Syntax
Concepts

Observability

Metrics, traces, crash dumps, and request logging for everything Syntax runs — controllable from the UI.

Syntax exposes a small but complete observability surface so you can see what's happening at runtime without digging through log files. The same controls work for local inference, self-hosted remote, and managed remote deployments.

What's instrumented

For every deployed model and every request through the Bridge, Syntax collects:

  • Metrics. Tokens in / out, latency, request count, error rate, deployment health.
  • Traces. Per-request traces showing each step of the routing pipeline.
  • Crash dumps. When an inference engine or a tool call crashes, Syntax keeps a dump on disk so you can investigate.
  • Request logs. Optional structured logs of every chat request.

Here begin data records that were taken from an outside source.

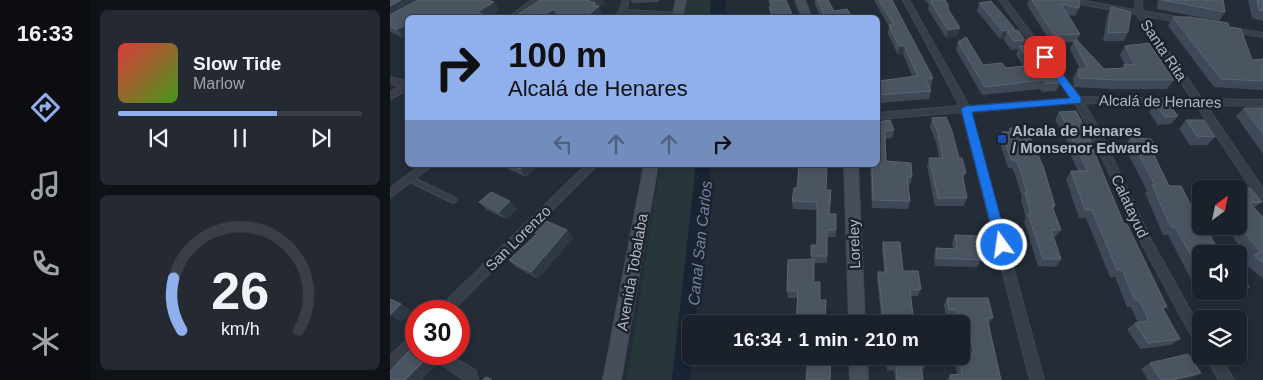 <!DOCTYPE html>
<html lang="es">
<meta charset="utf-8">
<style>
:root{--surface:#1b212a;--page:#242932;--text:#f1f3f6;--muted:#a0a3a8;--line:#393e47;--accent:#8fb0ec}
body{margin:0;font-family:Arial,sans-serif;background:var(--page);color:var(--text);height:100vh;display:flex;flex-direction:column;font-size:19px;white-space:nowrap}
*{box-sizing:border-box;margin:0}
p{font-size:16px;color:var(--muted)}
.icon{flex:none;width:28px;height:28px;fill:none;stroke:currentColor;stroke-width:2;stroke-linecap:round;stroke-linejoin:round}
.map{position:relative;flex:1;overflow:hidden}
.drawer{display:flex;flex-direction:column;gap:10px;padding:10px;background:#0f1217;width:300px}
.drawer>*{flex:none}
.top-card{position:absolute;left:15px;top:15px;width:475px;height:152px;border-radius:8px;box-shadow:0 2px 8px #0003,0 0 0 1px var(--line);background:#8fb0ec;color:#111;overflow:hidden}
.needle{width:32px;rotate:33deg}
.fabs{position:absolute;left:802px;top:180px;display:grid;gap:10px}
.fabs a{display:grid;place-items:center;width:55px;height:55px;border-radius:8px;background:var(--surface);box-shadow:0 2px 8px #0003,0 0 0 1px var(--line);font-size:25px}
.speed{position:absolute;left:15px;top:300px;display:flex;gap:10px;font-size:25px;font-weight:700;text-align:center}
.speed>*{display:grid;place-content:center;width:65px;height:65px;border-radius:50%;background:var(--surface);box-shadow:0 2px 8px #0003,0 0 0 1px var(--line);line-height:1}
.speed .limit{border:8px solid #d22;background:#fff;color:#111}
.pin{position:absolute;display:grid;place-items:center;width:42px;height:42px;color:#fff;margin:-21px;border-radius:10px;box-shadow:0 2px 8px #0006}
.me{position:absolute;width:55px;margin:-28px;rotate:346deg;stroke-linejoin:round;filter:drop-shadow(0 0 4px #0008)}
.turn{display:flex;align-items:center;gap:18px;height:105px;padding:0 20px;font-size:22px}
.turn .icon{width:65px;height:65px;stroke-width:2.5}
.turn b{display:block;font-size:35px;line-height:42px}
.lanes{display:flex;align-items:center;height:48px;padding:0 20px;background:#0003;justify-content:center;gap:25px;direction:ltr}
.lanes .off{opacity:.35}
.drawer .widget{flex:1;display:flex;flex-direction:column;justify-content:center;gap:8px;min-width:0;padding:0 18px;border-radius:8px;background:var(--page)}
.drawer .dial{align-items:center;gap:0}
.dial svg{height:130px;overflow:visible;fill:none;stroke:var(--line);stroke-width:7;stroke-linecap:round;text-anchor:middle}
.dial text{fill:var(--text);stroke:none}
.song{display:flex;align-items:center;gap:15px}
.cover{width:60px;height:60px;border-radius:8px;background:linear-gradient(135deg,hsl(0 70% 55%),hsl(100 70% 35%))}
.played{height:5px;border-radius:2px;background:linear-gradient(90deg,var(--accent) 65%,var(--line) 65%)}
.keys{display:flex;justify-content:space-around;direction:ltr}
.trip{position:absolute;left:292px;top:315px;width:288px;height:50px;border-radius:8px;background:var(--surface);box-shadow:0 2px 8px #0003,0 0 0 1px var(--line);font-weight:600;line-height:50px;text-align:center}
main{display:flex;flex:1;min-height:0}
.menu{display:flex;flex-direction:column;width:90px;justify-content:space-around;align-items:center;background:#0b0d11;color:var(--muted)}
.menu .icon{width:35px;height:35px}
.menu .on{color:var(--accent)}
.menu b{font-size:22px;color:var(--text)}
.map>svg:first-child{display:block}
.green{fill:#263639}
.water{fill:#182334}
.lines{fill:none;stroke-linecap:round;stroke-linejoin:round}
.lane-casing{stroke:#414751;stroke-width:8}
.street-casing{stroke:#414751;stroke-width:2}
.secondary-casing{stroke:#414751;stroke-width:2}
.lane{stroke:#373e48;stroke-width:5}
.street{fill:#373e48;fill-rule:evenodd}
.secondary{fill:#464d5b;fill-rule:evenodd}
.wall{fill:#3f4856}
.shaded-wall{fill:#2f3845}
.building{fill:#4b5562;stroke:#5b6471}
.route{fill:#1a73e8;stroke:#114b97}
.transit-dot{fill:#1a4fb4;stroke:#1d232d;stroke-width:2}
.labels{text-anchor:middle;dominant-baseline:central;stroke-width:5;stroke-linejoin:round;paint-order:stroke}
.street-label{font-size:15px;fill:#b2b9c4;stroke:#1d232d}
.poi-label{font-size:15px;font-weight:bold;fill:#b2b9c4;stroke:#1d232d;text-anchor:start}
.water-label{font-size:16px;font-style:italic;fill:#6f82a0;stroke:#1d232d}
</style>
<main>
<nav class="menu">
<b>16:33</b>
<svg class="icon on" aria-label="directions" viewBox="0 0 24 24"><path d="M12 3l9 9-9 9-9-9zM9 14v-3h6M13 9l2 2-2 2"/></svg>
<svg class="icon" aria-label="music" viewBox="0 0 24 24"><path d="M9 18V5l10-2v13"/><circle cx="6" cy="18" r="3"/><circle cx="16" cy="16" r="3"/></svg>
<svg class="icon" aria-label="phone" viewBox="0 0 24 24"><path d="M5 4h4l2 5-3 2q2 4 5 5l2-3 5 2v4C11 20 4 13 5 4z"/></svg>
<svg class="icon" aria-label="climate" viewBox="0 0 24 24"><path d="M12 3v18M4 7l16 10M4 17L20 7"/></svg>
</nav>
<section class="drawer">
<div class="widget">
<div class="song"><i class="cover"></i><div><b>Slow Tide</b><p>Marlow</p></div></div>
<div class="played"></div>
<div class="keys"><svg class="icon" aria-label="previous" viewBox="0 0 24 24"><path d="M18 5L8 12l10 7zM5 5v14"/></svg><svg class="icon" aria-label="pause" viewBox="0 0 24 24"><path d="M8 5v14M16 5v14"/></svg><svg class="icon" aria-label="next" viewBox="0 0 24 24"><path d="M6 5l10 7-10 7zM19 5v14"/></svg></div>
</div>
<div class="widget dial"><svg viewBox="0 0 100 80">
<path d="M14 69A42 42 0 1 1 86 69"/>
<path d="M14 69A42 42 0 0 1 9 37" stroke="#8fb0ec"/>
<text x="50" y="56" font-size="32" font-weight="700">26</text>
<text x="50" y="72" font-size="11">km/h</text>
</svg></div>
</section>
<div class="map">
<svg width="873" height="380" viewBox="0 0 873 380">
<rect width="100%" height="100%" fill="#242c38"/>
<!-- green -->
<path class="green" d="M296,0H321L320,17L292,18Z
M270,165H306L282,380H237Z"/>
<!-- water -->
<path class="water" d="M321,0H336V17H320Z
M306,165H321L305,324H301L300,380H282Z"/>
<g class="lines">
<!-- lane casing -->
<g class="lane-casing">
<path id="lane" d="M20,179L63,200"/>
</g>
<!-- street casing -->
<g class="street-casing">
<path id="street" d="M142,0H150L126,18H118Z
M233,0H239L236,10L288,13L292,15L288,17L234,14L231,18H224L229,12Z
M513,0H519L579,106L682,98L609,0H616L690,97L802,99L746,14L678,2L675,0H690L745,10L746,0H752L753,11L799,19L800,21L796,23L754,16L812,99L873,100V106L816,105L873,189V201L869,200L806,105L694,103L709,129L760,238L811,330V348L807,346L752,244L699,129L685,103L581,112L654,380H640L572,112L488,119V113L570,106Z
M836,27L873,33V37L836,31Z
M0,77L18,82V90L0,99V92L9,87L0,83Z
M31,165H43L0,198V188Z
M196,165H207L62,311H48L50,307Z
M26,333V348L5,370L0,371V356L22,335Z
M41,354H58L85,370L88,380H74L43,358Z
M815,356H829L844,380H829Z"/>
</g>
<!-- secondary casing -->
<g class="secondary-casing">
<path id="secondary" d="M286,0H296L292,18H282Z
M405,0H415L422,18H412Z
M254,165H268L231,380H213Z
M454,165H468L475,324H459Z
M459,356H477L478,380H460Z"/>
</g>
<!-- lane -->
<use href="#lane" class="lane"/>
<!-- street -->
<use href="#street" class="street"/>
<!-- secondary -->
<use href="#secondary" class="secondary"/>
</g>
<!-- wall -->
<path class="wall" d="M0,0L104,2L109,10L99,17L18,18L14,38L0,32Z
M151,0H213L215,4L207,6H209L212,15L208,18H122Z
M241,0H269V2L242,3Z
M378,0H396L403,18H381L379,7H380Z
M425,0H438L444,11L462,17L467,18H431L425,5Z
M484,0H502L543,78L541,87H539L541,91L539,99L488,103V81L522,76L513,54L508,55L498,34L499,27Z
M535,0H555L568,36L556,38L538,9L539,5Z
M639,0H690L689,8L685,16L678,15L690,34L687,40L714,69H731L734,64H735L730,55L735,46L784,80L777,89H723L684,87L683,78L688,69H690L680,49L683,42L661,43L637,5Z
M768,0H833L835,12L829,21L767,9Z
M858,0H873V21L862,18Z
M589,3L625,31L635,40L633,45L653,63L671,82L666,91L652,92L650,89L592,95L566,50L568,42L593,65L616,68L633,66L626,54L628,49L621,50L614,40V39H610L587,11Z
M721,7L738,32L734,41H713L717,16Z
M783,17L839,27L862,60L873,59V90L824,87L778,26Z
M765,104L788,116L781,124L768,125L759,112Z
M854,108H873V154L846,116Z
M669,112L703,144L701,146L734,224L777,307L773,309L790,339L781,345L750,349L737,329L745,323H748L741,307H737L725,277H720L696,218H689L676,179L681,171H688L677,148L679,145L665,120Z
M542,118L569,158L576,173L573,180L577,198L574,206H545L537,166L539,158H549L546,142L540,127Z
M796,120L825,137L817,145H800L789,129Z
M488,122L504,130L502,138L495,139L496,161L522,177L520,185H518L520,201L518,209L482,208L480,165H488Z
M620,128L665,206L663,209L671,230L665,237H664L671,259L666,267L648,266L634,221L636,218L631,200L632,197L624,172L622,168H618L609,140L612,132H618Z
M740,138L768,153L765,157L811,254V291H849V270L859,287L849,293L809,295L778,235H773L755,193L757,191L734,146Z
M110,165H149L136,177Z
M849,189L872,202L864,208L873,217V279L854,263L859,259L835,226H849Z
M436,190L441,198L440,214L446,230V237H437V263H424V282L408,298H398L397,291L421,259V256L427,245V210L403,209L402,201Z
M89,202L127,209L116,219L97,210Z
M177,230L183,238L148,279L126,267L119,260L146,234L145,233Z
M565,235L591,260L587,267L545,266L544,256L546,248L563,249L562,243Z
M493,242L513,271L531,289L528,296H521L524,324H492L487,279L488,272H494L492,249Z
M557,298L603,318L599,324L611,380H557L560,375H567L565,359L567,356H571L579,353L573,325H571V324H564L563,316L556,317L554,305Z
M441,356L417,364H398L397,359Z
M496,356H536L537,364L534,369H532L533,380H505L504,370L497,371Z
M760,363L811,373L801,378L793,380H758L751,369Z"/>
<!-- shaded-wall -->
<path class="shaded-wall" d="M11,0H33L0,17V6Z
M192,0H213L215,4L207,6H209L212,15L208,18H194Z
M104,2L109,10L97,18L87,12Z
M164,9L168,17L158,18L156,14Z
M148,14L150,18H143Z
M18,24V36L14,38L7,29Z
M570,28L568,36L556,38L558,30Z
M625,29L622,37L617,32L614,39H610L613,31Z
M509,46H514L513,54L508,55Z
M134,165H149L136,177L130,169Z
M120,201L127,209L116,219L109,212Z
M177,230L183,238L148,279L141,272Z
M11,304L22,311L11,322L0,315Z
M20,350L31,356L46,365L32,380H15Z
M811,373L801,378L793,380H783Z"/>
<!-- building -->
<path class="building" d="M0,0H11L0,6Z
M28,0H98L104,2L87,12L101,18H18V24L7,29L0,27V20L3,18L0,17V15Z
M151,0H196L206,3L203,5L209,6L194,18H170L164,9L156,14H148L143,18H122Z
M380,0H396L403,17L384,18L379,7L382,6Z
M427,0H438L444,11L457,9L462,17H466L467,18H436Z
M489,0H502L543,78L536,79L541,91L488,95V81L528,76L514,46H509L499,25H504Z
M542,0H555L558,5V9L570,28L558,30L540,1H543Z
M642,0H690L689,8L671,4L690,34L664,35Z
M772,0H833L835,12Z
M867,0H873V11L869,10Z
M601,1L625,29L613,31L589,3Z
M721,7L741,12L738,32L718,33Z
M783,17H800L838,23L839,27L851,29L862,60L873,59V81L831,79Z
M628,30L635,40L624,41L617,32Z
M576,37L593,65L612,63L616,68L642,65L629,46L640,45L653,63H657L671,82L656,84L654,80L595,87L568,42Z
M686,39L714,69L736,68L734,64L745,65L735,46L759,43L784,80H728L689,78L688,69H698L684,41Z
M778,103L788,116L775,117L765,104Z
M854,108H873V134Z
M686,111L703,144H701L734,224H737L777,307H772L790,339L758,343L745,323L759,321L749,300H745L732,270H727L702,210H695L681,171H698L682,139H685L669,112Z
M556,117L562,131L569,158H572L576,173H572L577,198H548L539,158H553L548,133L542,118Z
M500,120L504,130L495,131L496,161L521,163L522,177H517L520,201L483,200L482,165H488V122Z
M796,120H814L825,137L807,136Z
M620,128H636L653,166L665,206H662L671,230H661L671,259H653L638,214H641L635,192H637L628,164L626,160H621L612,132H621Z
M740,138L761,139L768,153H763L779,186H791L804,211L810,212L811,215V226H816L822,239L831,254H811V274L786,228L781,227L762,185H765Z
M121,165H134L130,169Z
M409,165H437L436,190H441L439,214H446V230H437V256H421V245H427V202L402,201L404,188H407Z
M860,188L872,202L859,203L873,217V263L864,255L870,252L849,225V217L853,216L849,210V189Z
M101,192L120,201L109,212L89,202Z
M156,221L177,230L141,272L119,260L147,234L145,233Z
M565,235L587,236L591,260L547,258L546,248L567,249Z
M493,242H510L513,271H528L531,289L520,290L524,324H494L488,272H496Z
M424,259V282H430V300H436L435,324H406L408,291H397L398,260Z
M849,270L859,287H849Z
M557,298H598L603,318H597L611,380H561L560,375L572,374L569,356H571V353H584L577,318H568L566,310H559Z
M0,299L11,304L0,315Z
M20,350L35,360L15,380H0V371Z
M798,354L811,373L783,380H771L760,363Z
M397,356H441L440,380H416L418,359H397Z
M498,356H536L537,364H531L533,380H507L506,365H499Z
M96,377L102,380H93Z"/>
<!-- route -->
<path class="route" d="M652,55H658L691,98V103L582,112L618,245L612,251L606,245L571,109L576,106L680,98L651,57Z"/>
<!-- markers -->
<rect class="transit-dot" x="607" y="134" width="10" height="10" rx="2.5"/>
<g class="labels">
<!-- street labels -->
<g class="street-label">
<text transform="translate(774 50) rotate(56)">Santa Rita</text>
<text transform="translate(770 101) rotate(1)">Alcalá de Henares</text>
<text transform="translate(740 206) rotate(65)">Calatayud</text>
<text transform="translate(128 238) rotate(-45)">San Lorenzo</text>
<text transform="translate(464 244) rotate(-92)">Loreley</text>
<text transform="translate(242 272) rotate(-80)">Avenida Tobalaba</text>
</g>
<!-- poi labels -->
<g class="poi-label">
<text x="622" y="130">Alcala de Henares<tspan x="622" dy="17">/ Monsenor Edwards</tspan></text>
</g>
<!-- water labels -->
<g class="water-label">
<text transform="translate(310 243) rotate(-84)">Canal San Carlos</text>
</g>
</g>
</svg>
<div class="fabs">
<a><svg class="needle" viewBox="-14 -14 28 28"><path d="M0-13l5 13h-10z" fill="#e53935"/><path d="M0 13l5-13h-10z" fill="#a0a3a8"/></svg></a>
<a><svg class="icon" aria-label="sound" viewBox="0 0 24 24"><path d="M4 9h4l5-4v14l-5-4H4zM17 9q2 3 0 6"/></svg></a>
<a><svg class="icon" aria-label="layers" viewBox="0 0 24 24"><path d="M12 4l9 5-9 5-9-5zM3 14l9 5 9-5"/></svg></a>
</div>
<div class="speed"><div class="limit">30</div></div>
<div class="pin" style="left:655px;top:57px;background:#d93025"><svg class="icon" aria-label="arrive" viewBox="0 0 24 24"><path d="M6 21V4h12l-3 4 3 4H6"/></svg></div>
<svg class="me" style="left:612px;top:245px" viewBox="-20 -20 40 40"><circle r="17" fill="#1a73e8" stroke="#fff" stroke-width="3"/><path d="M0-11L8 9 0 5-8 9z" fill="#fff"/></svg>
<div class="trip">16:34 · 1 min · 210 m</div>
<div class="top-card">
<div class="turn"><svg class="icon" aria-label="right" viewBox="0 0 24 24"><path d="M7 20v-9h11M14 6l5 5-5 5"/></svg><div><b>100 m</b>Alcalá de Henares</div></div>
<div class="lanes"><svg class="icon off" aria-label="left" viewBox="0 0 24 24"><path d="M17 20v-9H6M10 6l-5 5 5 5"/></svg><svg class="icon off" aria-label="ahead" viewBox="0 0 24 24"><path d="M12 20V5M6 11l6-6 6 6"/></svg><svg class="icon off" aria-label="ahead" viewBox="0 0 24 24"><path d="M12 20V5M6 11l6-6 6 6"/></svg><svg class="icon" aria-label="right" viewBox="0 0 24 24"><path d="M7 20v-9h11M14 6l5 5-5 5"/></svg></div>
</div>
</div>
</main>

Each is independently configurable.

Where you control it

The desktop app's Observability page lets you:

  • Toggle metrics, tracing, crash dumps, and request logging per deployment and globally.
  • Pick a tracing destination — local file, your own OpenTelemetry collector, or none.
  • Pick a metrics destination — local Prometheus-compatible endpoint, your own Prometheus scraper, or none.
  • Set request-log retention.

The same controls work for local, self-hosted remote, and dUX-managed remote deployments. Managed-remote observability data flows back through dUX into Syntax so you don't need a separate observability stack on the cloud side.

What's surfaced in the UI

The desktop app also surfaces a small set of high-leverage signals inline so you don't have to look at metrics dashboards:

  • Active Deployments shows live token / request counters per deployment.
  • Sessions shows per-session usage and budget consumption.
  • Status badges indicate when a deployment is degraded.
  • A consolidated Issues panel groups warnings ("a deployment is out of memory", "a remote target stopped responding") so they're visible without you opening a log file.

Privacy

Observability is local by default. Metrics, traces, and request logs all stay on your machine unless you explicitly point them at an external collector. Org admins can require that observability data flows through the org's collector for audit purposes.

When to enable each

  • Metrics: always. Cheap, useful for capacity planning.
  • Tracing: when you're debugging a routing issue or a slow request.
  • Crash dumps: leave on; they don't cost anything until something crashes.
  • Request logging: enable when you need to debug a specific flow or when org policy requires it. Otherwise leave off — it generates the most data.